The seminar, “Evolution in the Dark: Habitat Transitions and Adaptations in Deep-Sea Fishes,” held in the UCSB Marine Science Institute Auditorium, focused on the interspecies variation found in ray-finned fishes within the pelagic zone.
Davis, an associate professor of biology at St. Cloud State University, began with an overview of the varietal taxa of ray-finned fishes found in the deep sea before delving more specifically into the traits which characterize them.
He made note of the degree of convergent traits observed in deep-sea fishes, namely enlarged dentition and bioluminescence, which have evolved independently in several different lineages.
Specifically with regards to bioluminescence, Davis spoke on the independent mutations of bioluminescence across the ray-finned fishes that were studied, reflecting on the variety of anatomical structures and mechanisms associated with the common function.
A thorough examination of the ray-finned fish tree of life revealed the independent evolution of bioluminescence occurring over 27 different times, a higher number than initially thought.
Bioluminescence mechanisms in deep-sea fish can be classified according to how bioluminescence is achieved. Some species develop symbiotic relationships with bacteria, evolving different structures and pouches associated with the storage of these bacteria, while others exhibit intrinsic bioluminescence, in which emission of light is achieved without the symbiosis of bacteria.
“The mechanisms for why bacteria are stored and say their lure or how they’re getting nutrients or things is less well known. There’s still a lot of work to be done on some of these particular systems,” Davis said.
Davis and other researchers were interested in the varying uses which ray-finned fishes had for mechanisms of bioluminescence, including communication, predator avoidance, prey attraction and counterillumination, a function common in pelagic lineages.
Lanternfish in particular were useful study subjects, inhabiting an area of the ocean with no physical barriers to gene flow alongside another lineage of bioluminescent fish.
“They’re one of the more abundant [fishes] in terms of biomass. But in terms of species diversity, they’re actually quite depauperate, and the general trend here … is that when we look at fishes that use bioluminescence for communication, we find repeatedly that those lineages have elevated rates of speciation,” Davis described.
In contrast, bioluminescent fish using the ability predominantly for camouflage and other non-communicative functions did not show elevated rates of species diversification.
Another point of discussion was the histological work done to better understand the tissues associated with bioluminescence. Ongoing research is honing in on the “more unknown bioluminescent systems” across fish, such as deep-sea swallowers, according to Davis.
There have been “some cases … where we found that the bioluminescent tissues are derived from liver; sometimes they’re derived from epidermal tissues. We’re trying to get a better sense of the anatomy associated with some of these bioluminescent structures that have been somewhat understudied,” he said.
Davis also delved into the widespread incidence of enlarged dentition in ray-finned fishes that invade the deep sea.
Enlarged dentition was a trait observed in broad swaths of taxa and appeared much more frequently in deep-sea fish compared to organisms of other marine and freshwater taxa. Davis and his research team determined that there have been at least 36 different independent evolutions of fang-like teeth across 66 different families.

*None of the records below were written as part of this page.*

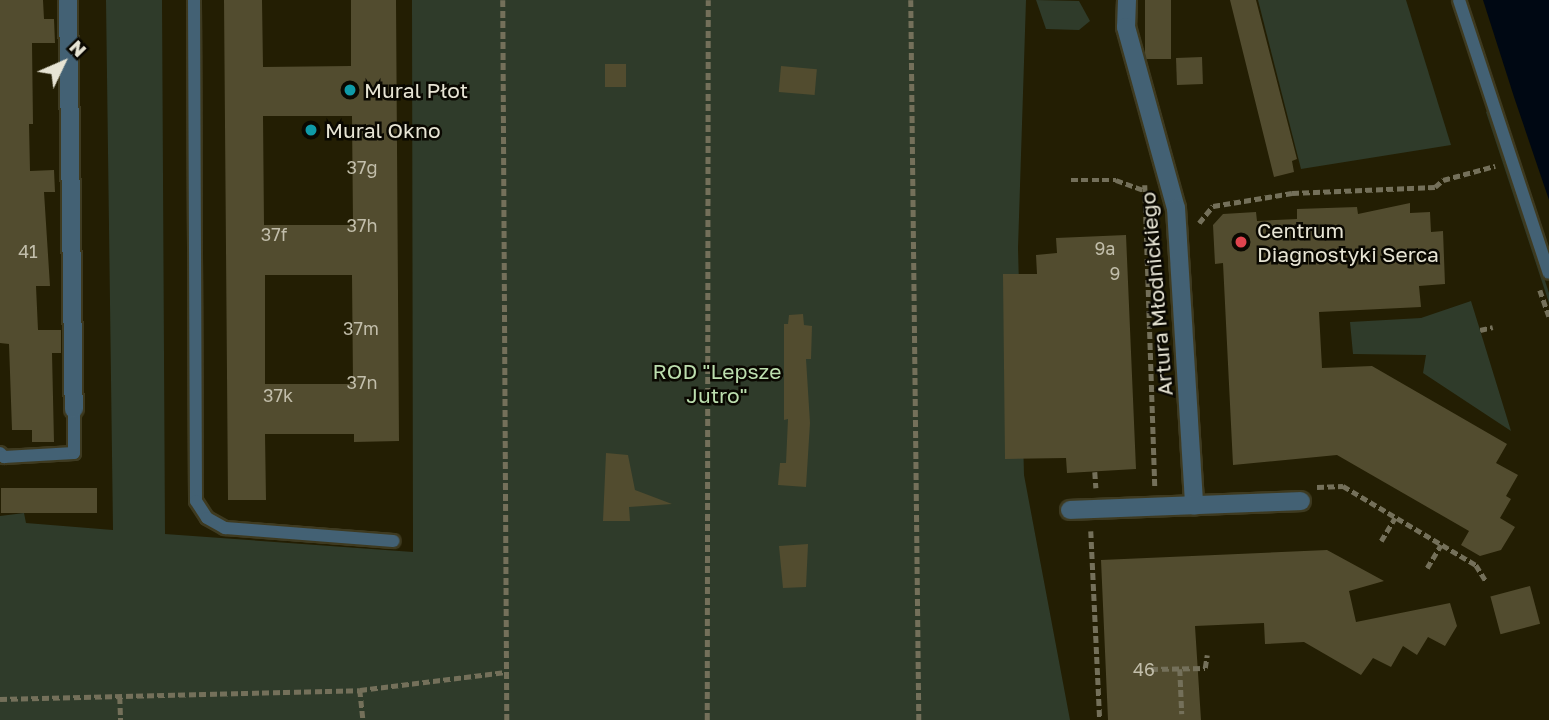 <!DOCTYPE html>
<meta charset="utf-8">
<style>
body{margin:0}
#map{position:relative;width:1549px;height:720px;overflow:hidden;background:#231e03;font-family:"Golos Text",sans-serif}
div>[style]{position:absolute}
[style*='--x']{left:calc(var(--x)*1px);top:calc(var(--y)*1px);width:calc(var(--w)*1px);rotate:calc(var(--a)*1deg)}
.green>*{inset:0;background:#2f3b2a}
.water>*{inset:0;background:#000813}
.building>*{inset:0;background:#524c2f;transform-origin:0 0}
.path>*{height:4.5px;margin-top:-2.25px;transform-origin:0;background:repeating-linear-gradient(90deg,#74705a 0 7px,transparent 0 10.5px)}
.roads{filter:drop-shadow(2px 0 #3e3a20) drop-shadow(-2px 0 #3e3a20) drop-shadow(0 2px #3e3a20) drop-shadow(0 -2px #3e3a20)}
.lane>*{height:12px;margin:-6px;padding:0 6px;transform-origin:6px;border-radius:6px;background:#436174}
.street>*{height:18px;margin:-9px;padding:0 9px;transform-origin:9px;border-radius:9px;background:#436174}
.dots>*{width:19px;height:19px;translate:-50% -50%;box-sizing:border-box;border:4px solid #0a0801;border-radius:50%}
span{translate:-50% -50%;white-space:nowrap;text-align:center;line-height:1.15;-webkit-text-stroke:5px #0a0801;paint-order:stroke}
.number-label{font-size:18px;color:#c2beab}
.number-label span{-webkit-text-stroke-width:0}
.poi-label{font-size:21px;color:#e7e4d4}
.left{translate:0 -50%;text-align:left}
.street-label{font-size:21px;color:#e7e4d4}
.park-label{font-size:21px;color:#bcdeae}
.north{position:absolute;left:28px;top:28px;width:70px;height:70px;-webkit-text-stroke:5px #0a0801;paint-order:stroke;rotate:46deg;font-size:19px;font-weight:700;line-height:28px;text-align:center;color:#e7e4d4}
.north::after{content:'';display:block;margin:auto;width:24px;height:32px;background:#e7e4d4;clip-path:polygon(50% 0,100% 100%,50% 72%,0 100%)}
</style>
<div id="map">
<div class="green">
<i style="clip-path:polygon(106px 0,162px 0,165px 534px,413px 552px,412px 0,1026px 0,1018px 248px,1024px 475px,1070px 720px,0 720px,0 516px,24px 513px,26px 523px,113px 530px)"></i>
<i style="clip-path:polygon(1036px 0,1079px 1px,1090px 21px,1079px 30px,1046px 29px)"></i>
<i style="clip-path:polygon(1258px 0,1406px 0,1451px 145px,1301px 169px)"></i>
<i style="clip-path:polygon(1489px 110px,1549px 293px,1549px 303px,1486px 112px)"></i>
<i style="clip-path:polygon(1471px 301px,1480px 330px,1511px 431px,1423px 373px,1426px 355px,1353px 354px,1350px 322px,1421px 318px)"></i>
</div>
<div class="water">
<i style="clip-path:polygon(1483px 0,1549px 0,1549px 200px,1514px 97px)"></i>
</div>
<div class="building">
<i style="clip-path:polygon(0 0,43px 0,44px 19px,54px 19px,55px 43px,32px 43px,33px 124px,29px 124px,30px 171px,54px 170px,55px 192px,44px 192px,50px 286px,36px 286px,38px 330px,61px 330px,61px 353px,52px 353px,54px 442px,32px 442px,32px 430px,12px 430px,9px 344px,0 343px)"></i>
<i style="clip-path:polygon(evenodd,224px 0,262px 0,263px 67px,351px 66px,351px 0,396px 0,399px 441px,354px 442px,354px 434px,265px 434px,266px 500px,228px 500px,224px 0,263px 116px,352px 116px,353px 225px,264px 225px,263px 116px,224px 0,265px 275px,352px 275px,353px 384px,265px 384px,265px 275px)"></i>
<i style="left:1145px;top:0;width:26px;height:59px"></i>
<i style="clip-path:polygon(1230px 0,1256px 0,1297px 159px,1292px 161px,1294px 172px,1274px 177px)"></i>
<i style="left:1202px;top:57px;width:27px;height:26px;rotate:88deg"></i>
<i style="left:605px;top:64px;width:21px;height:23px"></i>
<i style="left:781px;top:66px;width:36px;height:26px;rotate:5deg"></i>
<i style="clip-path:polygon(1410px 203px,1410px 213px,1430px 212px,1431px 232px,1443px 231px,1445px 284px,1419px 286px,1421px 307px,1319px 312px,1322px 368px,1372px 366px,1507px 444px,1496px 463px,1518px 475px,1506px 496px,1511px 499px,1500px 518px,1515px 527px,1501px 550px,1480px 556px,1461px 545px,1469px 531px,1337px 455px,1233px 465px,1223px 263px,1215px 264px,1213px 225px,1223px 214px,1256px 212px,1257px 221px,1297px 219px,1297px 209px,1357px 207px,1358px 214px)"></i>
<i style="clip-path:polygon(1126px 235px,1136px 469px,1067px 473px,1066px 458px,1005px 459px,1003px 274px,1037px 274px,1036px 255px,1057px 253px,1056px 238px)"></i>
<i style="clip-path:polygon(803px 314px,804px 325px,812px 326px,811px 359px,806px 359px,810px 423px,806px 487px,778px 485px,780px 463px,786px 463px,788px 419px,784px 420px,784px 324px,788px 324px,789px 315px)"></i>
<i style="clip-path:polygon(606px 453px,628px 455px,635px 490px,672px 504px,629px 507px,630px 521px,603px 521px)"></i>
<i style="left:1px;top:488px;width:96px;height:25px"></i>
<i style="clip-path:polygon(808px 544px,806px 587px,783px 588px,779px 546px)"></i>
<i style="clip-path:polygon(1327px 550px,1384px 581px,1349px 591px,1356px 622px,1450px 603px,1457px 626px,1445px 646px,1428px 637px,1417px 655px,1403px 646px,1391px 667px,1373px 658px,1361px 675px,1304px 642px,1265px 644px,1264px 623px,1195px 626px,1201px 720px,1108px 720px,1101px 560px)"></i>
<i style="left:1530px;top:586px;width:39px;height:41px;rotate:75deg"></i>
</div>
<div class="path">
<i style="--x:503;--y:0;--w:720;--a:89.68"></i>
<i style="--x:911;--y:0;--w:720;--a:89.36"></i>
<i style="--x:1071;--y:180;--w:45;--a:0"></i>
<i style="--x:1116;--y:180;--w:30;--a:20"></i>
<i style="--x:1145;--y:185;--w:302;--a:88.1"></i>
<i style="--x:1199;--y:223;--w:22;--a:-51"></i>
<i style="--x:1213;--y:206;--w:80;--a:-9.3"></i>
<i style="--x:1292;--y:193;--w:143;--a:-2.4"></i>
<i style="--x:1435;--y:187;--w:11;--a:-41"></i>
<i style="--x:1443;--y:180;--w:54;--a:-15.1"></i>
<i style="--x:1540;--y:290;--w:28;--a:71"></i>
<i style="--x:1480;--y:330;--w:13;--a:-13"></i>
<i style="--x:1095;--y:472;--w:16;--a:86"></i>
<i style="--x:1317;--y:487;--w:26;--a:-2"></i>
<i style="--x:1343;--y:486;--w:155;--a:30.7"></i>
<i style="--x:1476;--y:565;--w:19;--a:58"></i>
<i style="--x:1091;--y:531;--w:189;--a:87.3"></i>
<i style="--x:1381;--y:541;--w:27;--a:-59"></i>
<i style="--x:1427;--y:568;--w:27;--a:-59"></i>
<i style="--x:1151;--y:669;--w:54;--a:-1.1"></i>
<i style="--x:1205;--y:668;--w:13;--a:-81"></i>
<i style="--x:1180;--y:669;--w:45;--a:87.5"></i>
<i style="--x:360;--y:690;--w:147;--a:-7"></i>
<i style="--x:120;--y:697;--w:23;--a:88"></i>
<i style="--x:0;--y:699;--w:360;--a:-1.4"></i>
<i style="--x:360;--y:690;--w:30;--a:84"></i>
<i style="--x:707;--y:720;--w:720;--a:-89.92"></i>
</div>
<div class="roads">
<div class="lane">
<i style="--x:194;--y:0;--w:501;--a:89.77"></i>
<i style="--x:196;--y:501;--w:20;--a:57"></i>
<i style="--x:207;--y:518;--w:21;--a:29"></i>
<i style="--x:225;--y:528;--w:169;--a:4.4"></i>
<i style="--x:1459;--y:0;--w:287;--a:71.8"></i>
<i style="--x:0;--y:453;--w:6;--a:45"></i>
<i style="--x:4;--y:457;--w:70;--a:-3.3"></i>
<i style="--x:74;--y:453;--w:44;--a:-90"></i>
</div>
<div class="street">
<i style="--x:68;--y:0;--w:409;--a:89.2"></i>
<i style="--x:1127;--y:0;--w:27;--a:92"></i>
<i style="--x:1126;--y:27;--w:188;--a:74.6"></i>
<i style="--x:1176;--y:208;--w:298;--a:86.5"></i>
<i style="--x:1070;--y:510;--w:231;--a:-2.2"></i>
</div>
</div>
<div class="dots">
<i style="left:350px;top:90px;background:#0f9aa8"></i>
<i style="left:311px;top:130px;background:#0f9aa8"></i>
<i style="left:1241px;top:242px;background:#e0444e"></i>
</div>
<div class="number-label">
<span style="left:362px;top:167px">37g</span>
<span style="left:362px;top:225px">37h</span>
<span style="left:274px;top:234px">37f</span>
<span style="left:1105px;top:248px">9a</span>
<span style="left:28px;top:251px">41</span>
<span style="left:1115px;top:273px">9</span>
<span style="left:361px;top:328px">37m</span>
<span style="left:362px;top:382px">37n</span>
<span style="left:278px;top:395px">37k</span>
<span style="left:1144px;top:669px">46</span>
</div>
<div class="poi-label">
<span class="left" style="left:364px;top:90px">Mural Płot</span>
<span class="left" style="left:325px;top:130px">Mural Okno</span>
<span class="left" style="left:1257px;top:242px">Centrum<br>Diagnostyki Serca</span>
</div>
<div class="street-label">
<span style="left:1156px;top:294px;rotate:-95deg">Artura Młodnickiego</span>
</div>
<div class="park-label">
<span style="left:717px;top:383px">ROD "Lepsze<br>Jutro"</span>
</div>
<div class="north">N</div>
</div>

“Oftentimes when you talk to somebody about deep-sea fishes, one of the first things they say is, ‘Oh yeah, they’re hideous. They have huge teeth,’” Davis said. “There’s a few different reasons for that.”

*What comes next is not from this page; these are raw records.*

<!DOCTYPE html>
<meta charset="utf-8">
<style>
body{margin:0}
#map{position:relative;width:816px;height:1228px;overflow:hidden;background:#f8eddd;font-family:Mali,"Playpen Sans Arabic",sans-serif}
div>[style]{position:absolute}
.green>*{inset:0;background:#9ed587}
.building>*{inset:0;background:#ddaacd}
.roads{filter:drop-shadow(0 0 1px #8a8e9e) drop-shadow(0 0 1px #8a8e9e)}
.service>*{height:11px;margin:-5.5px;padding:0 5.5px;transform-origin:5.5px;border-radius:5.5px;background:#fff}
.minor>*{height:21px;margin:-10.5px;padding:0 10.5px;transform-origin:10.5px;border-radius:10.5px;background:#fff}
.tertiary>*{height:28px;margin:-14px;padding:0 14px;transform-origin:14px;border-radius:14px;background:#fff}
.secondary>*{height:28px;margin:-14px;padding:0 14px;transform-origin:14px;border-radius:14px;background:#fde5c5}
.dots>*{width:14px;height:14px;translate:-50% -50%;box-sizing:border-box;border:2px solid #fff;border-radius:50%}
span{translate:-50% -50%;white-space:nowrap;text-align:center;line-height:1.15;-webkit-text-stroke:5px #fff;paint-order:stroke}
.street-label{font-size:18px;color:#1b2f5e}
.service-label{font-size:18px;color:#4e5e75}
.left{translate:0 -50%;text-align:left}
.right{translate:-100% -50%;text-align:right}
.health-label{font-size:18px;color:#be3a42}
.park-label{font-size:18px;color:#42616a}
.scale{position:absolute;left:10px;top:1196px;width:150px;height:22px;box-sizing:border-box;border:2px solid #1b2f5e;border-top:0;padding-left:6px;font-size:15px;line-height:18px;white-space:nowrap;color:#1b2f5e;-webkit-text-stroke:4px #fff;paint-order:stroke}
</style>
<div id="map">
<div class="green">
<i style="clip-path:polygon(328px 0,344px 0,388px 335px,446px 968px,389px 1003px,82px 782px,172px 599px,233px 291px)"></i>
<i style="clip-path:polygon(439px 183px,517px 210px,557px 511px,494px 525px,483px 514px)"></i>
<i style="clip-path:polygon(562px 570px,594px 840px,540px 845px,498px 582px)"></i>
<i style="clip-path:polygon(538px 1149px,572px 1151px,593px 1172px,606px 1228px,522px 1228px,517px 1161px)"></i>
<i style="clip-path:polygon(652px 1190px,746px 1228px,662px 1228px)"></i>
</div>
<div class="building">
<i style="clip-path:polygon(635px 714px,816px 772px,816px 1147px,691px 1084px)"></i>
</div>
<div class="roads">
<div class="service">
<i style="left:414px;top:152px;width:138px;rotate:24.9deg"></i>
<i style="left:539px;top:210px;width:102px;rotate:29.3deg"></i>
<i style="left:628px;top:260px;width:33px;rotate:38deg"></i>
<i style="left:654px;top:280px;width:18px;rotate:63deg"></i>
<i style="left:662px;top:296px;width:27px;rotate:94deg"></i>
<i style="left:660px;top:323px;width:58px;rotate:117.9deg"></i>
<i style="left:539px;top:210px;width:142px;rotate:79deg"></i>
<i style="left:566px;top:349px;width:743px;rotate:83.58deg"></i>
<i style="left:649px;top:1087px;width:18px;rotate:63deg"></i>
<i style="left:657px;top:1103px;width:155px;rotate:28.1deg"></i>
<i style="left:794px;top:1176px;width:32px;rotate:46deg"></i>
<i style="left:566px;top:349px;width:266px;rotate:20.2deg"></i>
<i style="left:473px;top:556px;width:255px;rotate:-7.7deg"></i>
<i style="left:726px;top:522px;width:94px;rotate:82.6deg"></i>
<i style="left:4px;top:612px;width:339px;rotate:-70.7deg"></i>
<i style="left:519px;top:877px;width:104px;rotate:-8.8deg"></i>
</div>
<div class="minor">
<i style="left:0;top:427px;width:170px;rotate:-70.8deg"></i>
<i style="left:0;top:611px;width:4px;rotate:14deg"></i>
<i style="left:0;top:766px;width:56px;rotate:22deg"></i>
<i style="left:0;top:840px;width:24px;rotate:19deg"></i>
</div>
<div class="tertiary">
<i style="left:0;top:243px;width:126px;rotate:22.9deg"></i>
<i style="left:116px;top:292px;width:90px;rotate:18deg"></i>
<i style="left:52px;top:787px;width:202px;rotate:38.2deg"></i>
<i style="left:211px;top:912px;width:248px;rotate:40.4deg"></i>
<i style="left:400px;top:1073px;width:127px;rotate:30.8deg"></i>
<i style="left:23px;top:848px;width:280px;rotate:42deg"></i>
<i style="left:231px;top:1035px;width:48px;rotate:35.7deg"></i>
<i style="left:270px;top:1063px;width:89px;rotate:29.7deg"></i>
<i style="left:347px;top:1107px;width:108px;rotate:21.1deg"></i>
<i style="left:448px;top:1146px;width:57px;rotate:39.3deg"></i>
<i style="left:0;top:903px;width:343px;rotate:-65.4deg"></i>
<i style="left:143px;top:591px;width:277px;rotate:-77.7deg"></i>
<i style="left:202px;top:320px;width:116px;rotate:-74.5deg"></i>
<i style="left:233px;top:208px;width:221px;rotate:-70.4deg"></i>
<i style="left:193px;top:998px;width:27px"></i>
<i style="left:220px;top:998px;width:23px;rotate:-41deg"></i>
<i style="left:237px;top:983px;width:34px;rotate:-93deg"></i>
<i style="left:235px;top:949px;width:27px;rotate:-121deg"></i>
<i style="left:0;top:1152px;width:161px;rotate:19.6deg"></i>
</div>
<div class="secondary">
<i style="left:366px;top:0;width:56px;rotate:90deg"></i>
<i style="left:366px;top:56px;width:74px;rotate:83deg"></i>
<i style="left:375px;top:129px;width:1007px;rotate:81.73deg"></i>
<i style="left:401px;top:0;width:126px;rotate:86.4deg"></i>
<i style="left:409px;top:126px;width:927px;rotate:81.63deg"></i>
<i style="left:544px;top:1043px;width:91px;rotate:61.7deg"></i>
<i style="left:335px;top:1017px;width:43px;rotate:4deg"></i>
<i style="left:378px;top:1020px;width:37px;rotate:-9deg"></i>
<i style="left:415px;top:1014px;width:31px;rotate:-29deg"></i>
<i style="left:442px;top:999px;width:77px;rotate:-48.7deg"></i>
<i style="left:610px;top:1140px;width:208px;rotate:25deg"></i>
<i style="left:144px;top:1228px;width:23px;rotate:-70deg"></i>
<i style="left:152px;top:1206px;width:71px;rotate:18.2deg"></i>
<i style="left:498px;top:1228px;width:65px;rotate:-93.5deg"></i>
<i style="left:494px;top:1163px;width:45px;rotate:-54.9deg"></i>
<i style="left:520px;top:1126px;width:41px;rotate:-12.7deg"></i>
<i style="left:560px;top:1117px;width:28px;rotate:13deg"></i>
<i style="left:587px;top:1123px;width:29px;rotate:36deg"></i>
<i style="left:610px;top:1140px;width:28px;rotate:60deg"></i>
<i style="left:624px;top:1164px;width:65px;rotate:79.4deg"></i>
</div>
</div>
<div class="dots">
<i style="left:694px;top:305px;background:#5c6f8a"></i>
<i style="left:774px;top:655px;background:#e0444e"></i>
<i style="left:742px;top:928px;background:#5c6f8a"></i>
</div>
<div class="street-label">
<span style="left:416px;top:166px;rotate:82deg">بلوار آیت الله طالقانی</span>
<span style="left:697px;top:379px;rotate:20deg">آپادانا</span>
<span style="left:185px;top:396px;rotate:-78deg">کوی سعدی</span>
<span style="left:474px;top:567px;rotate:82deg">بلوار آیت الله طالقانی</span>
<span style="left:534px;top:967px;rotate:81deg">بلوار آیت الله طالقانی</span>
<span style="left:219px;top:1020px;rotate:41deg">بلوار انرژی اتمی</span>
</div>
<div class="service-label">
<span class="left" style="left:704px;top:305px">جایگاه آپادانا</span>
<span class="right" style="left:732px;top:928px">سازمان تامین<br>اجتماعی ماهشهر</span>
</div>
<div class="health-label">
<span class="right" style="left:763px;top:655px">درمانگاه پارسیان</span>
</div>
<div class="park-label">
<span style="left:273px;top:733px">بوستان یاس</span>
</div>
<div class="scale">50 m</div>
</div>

Davis posited selective pressures found in the deep sea, such as the necessity for predatory fish to restrain prey items, which may explain the frequency of enlarged dentition and justify the investment necessary to develop such features.
“Fangs often serve different functional roles other than dentition that may be found on the same bone. They may be used for prey capture, they sometimes can act as a cage, they sometimes can be used for piercing and restraints,” Davis explained.
After describing the incidence of those two convergent traits in ray-finned fishes, Davis ended the seminar with the disclaimer that speciation and diversification are mechanisms acted on by many different variables.
“There’s never really necessarily one magic bullet … There are definitely different, different types of opportunities depending on different habitats and some of these gradients, but one thing I find really fascinating is that, on the macroevolutionary scale, there really is no one answer.”